The ruling by Judge Thomas W. Cunnington leaves the impending cash bail reform in limbo in at least 64 of Illinois’ 102 counties that had joined the consolidated lawsuit ahead of the reform’s scheduled Jan. 1 implementation.
The reform remains scheduled to take effect in the more than 30 counties that did not sue, which contain roughly two-thirds of the state’s population. Of the state’s 10 most populous counties, six were not part of the lawsuit (Cook, DuPage, Lake, Kane, St. Clair and Champaign). The counties of Will, McHenry, Winnebago and Madison were all part of the lawsuit.
The ruling did not invalidate other provisions of the SAFE-T Act which had already taken effect, such as reforms to police officer training and certification standards and police body camera requirements.
Cunnington wrote in a 36-page decision that the cash bail provisions effectively and improperly amended a section of the state’s constitution that states, “all persons shall be bailable by sufficient sureties,” except in a few specific circumstances.
He also wrote that ending cash bail is an improper overreach by lawmakers, who have no constitutional authority to govern the administrative functions of Illinois courts due to the separation of powers. Bail, Cunnington wrote, has been held by the Supreme Court to be “administrative” in nature.
The constitution also specifically mentions bail in a section on victims’ rights, when it states victims have a right “to have the safety of the victim and the victim’s family considered in denying or fixing the amount of bail.” Cunnington found that eliminating bail prevents courts from “effectuating the constitutionally mandated safety of the victims and their families.”
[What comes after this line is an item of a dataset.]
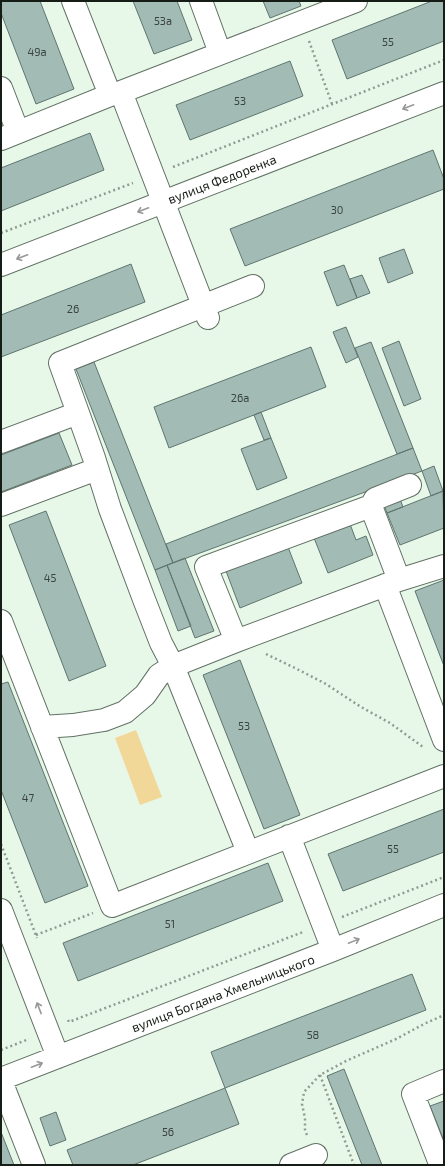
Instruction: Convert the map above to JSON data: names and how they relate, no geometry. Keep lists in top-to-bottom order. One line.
{"streets":{"street":["вулиця Федоренка","вулиця Богдана Хмельницького"]},"house_numbers":["53а","55","49а","53","30","26","26а","45","53","47","55","51","58","56"]}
Illinois Attorney General Kwame Raoul said in a news release the state will appeal the decision directly to the state Supreme Court, but a timeline for a ruling from the high court is unclear.
“Most of the SAFE-T Act’s provisions have been in effect for more than a year, and regardless of today’s circuit court decision, all parts of the SAFE-T Act, including the pretrial release portions addressed in the court’s decision, will go into effect Jan 1,” Raoul said. “For instance, the right of individuals awaiting criminal trials – people who have not been convicted of a crime and are presumed innocent – to seek release from jail without having to pay cash bail will go into effect in a few short days, despite the court’s ruling against those provisions.”
Cunnington rejected other arguments by the dozens of state’s attorneys that centered on the legislative process, namely that the bill was not given a proper hearing and violated the “single subject” rule. Court precedent holds that as long as the House speaker and Senate president certify that a bill is properly passed, courts have no standing to intervene, he wrote.